1. As a developer I can tell you that running checksums against the content presented to Googlebot vs. the content presented to the cloaking detection bots is the easiest and most scalable way for them to do it.
2. Similar to the problem with paid links, it is easier to let us do all the work of labeling our sites so they can detect the bad guys without having to dedicate a huge amount of resources to solve such problems.

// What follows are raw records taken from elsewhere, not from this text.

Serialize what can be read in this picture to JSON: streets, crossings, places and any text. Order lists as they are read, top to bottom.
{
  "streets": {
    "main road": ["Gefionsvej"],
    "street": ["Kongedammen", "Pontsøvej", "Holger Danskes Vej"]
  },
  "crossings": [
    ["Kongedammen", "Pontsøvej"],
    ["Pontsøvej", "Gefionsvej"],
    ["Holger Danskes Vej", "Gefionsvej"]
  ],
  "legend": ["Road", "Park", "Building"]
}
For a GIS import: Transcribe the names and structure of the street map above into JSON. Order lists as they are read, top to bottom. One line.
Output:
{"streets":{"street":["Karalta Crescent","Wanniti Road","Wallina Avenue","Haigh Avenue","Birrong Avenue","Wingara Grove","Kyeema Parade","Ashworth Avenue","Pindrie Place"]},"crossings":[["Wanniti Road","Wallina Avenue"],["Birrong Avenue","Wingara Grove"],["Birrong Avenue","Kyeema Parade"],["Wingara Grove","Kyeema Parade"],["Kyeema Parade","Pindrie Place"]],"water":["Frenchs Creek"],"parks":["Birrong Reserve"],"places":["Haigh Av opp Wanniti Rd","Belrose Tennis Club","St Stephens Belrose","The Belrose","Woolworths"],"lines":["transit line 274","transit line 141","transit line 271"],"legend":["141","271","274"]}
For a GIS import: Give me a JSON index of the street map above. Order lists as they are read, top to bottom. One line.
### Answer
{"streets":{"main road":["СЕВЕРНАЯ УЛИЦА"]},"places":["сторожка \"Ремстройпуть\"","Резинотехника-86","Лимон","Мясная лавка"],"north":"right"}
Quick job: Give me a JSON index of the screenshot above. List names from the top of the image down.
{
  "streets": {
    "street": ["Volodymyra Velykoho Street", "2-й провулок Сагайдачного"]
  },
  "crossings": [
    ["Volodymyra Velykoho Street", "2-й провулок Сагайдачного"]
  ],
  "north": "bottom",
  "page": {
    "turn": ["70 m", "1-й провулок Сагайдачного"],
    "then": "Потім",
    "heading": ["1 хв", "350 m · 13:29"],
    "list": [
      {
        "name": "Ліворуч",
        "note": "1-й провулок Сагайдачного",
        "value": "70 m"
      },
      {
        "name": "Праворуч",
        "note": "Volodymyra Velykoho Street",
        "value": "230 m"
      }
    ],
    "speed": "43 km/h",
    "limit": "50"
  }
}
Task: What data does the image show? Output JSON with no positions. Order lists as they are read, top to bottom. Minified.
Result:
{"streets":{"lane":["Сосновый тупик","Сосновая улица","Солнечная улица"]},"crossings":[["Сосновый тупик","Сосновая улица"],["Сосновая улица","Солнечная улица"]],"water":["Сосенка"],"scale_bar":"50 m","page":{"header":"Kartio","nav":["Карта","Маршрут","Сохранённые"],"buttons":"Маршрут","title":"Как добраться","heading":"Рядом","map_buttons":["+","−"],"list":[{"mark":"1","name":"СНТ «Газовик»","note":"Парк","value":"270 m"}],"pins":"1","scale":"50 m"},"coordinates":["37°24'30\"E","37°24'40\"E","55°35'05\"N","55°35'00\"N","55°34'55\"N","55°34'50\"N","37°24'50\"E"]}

Enjoy the slides and feel free to ask any questions. If you were there at SMX Advanced and watched me present, please let me know your honest comments. Criticism can only help me improve. Let me know what you think of the slides, too. Originally, I had planned to use more graphics than text, but ultimately I thought that the advanced audience would appreciate the added information.
Adam Audette
June 8, 2008 at 4:39 pm
Nice job with this Hamlet. It was great chatting with you at the conference, you've got some killer ideas and skills. See you at the next big show I hope.
Seomaniac
June 9, 2008 at 4:38 am
Hi Hamlet, Very interesting piece, presentation included. The technical bit was out of my league unfortunately, but I do get the general direction and I thank you for showing me those options for me to pursuit and expand my knowledge. Thumbs Up!
Levon
June 11, 2008 at 1:30 pm
Nice post. I recently posted a question about something similar. However, I am not so sure about this md5 thing you mentioned. If they pull a page twice using different user agent, ip etc the two results can be different but not clocked. For example if the site is displaying the time, if it displays some icon based on the user agent or location, rotating content and probably a few other things. Maybe you have an answer for my question I asked in google groups... A lot of people seem hell bent on getting their homepage to rank for everything rather than their subpages. I think this is a bad idea because you'll have a load of weakling subpages and your homepage cannot be targeted for X different products. If this is the case what would Google think of me redirecting people who have searched for certain keywords to the page of my choice. For example if someone searches for Matt Cutts Voodoo Dolls. Rather than them coming to the home page, could I not send them to my subpage for Google Engineer Voodoo Dolls?
Hamlet Batista
June 12, 2008 at 7:05 am
Thanks, Bastian. I look forward to meeting you at one of the search conferences. Again, changing/replacing a CMS (specially if it is an expensive one) is not always practical. Levon - You hit the nail on the head. I personally don't think the checksum is a good idea. Thanks for mentioning those practical examples. Google doesn't have problems with you presenting different content to different people. Their problem is when you present different content to their robots. I've seen John Battelle doing this on his blog.
Levon
June 12, 2008 at 4:14 pm
Thanks for this. I was told otherwise by the folks in Google Groups.
u know who
June 13, 2008 at 4:33 am
Very happy to see that you posted this. Am at the office, so will be back to review tonight. Constructive feedback: make fewer points and use fewer slides. In particular, you told us what you would say 2-3 times; summarize that quickly in the intro and you're good. Check out Guy Kawasaki on presenting - good tips.
Andy
June 16, 2008 at 12:43 am
I had the same thoughts as Levon. I think they must have developed a method to give a similarity figure between page views rather than doing an exact match. Easy parameters to compare would be ratio of text to code, number of images, file size etc. I think a checksum can easily be made to be the same by dynamically adding extra characters in say a comment tag.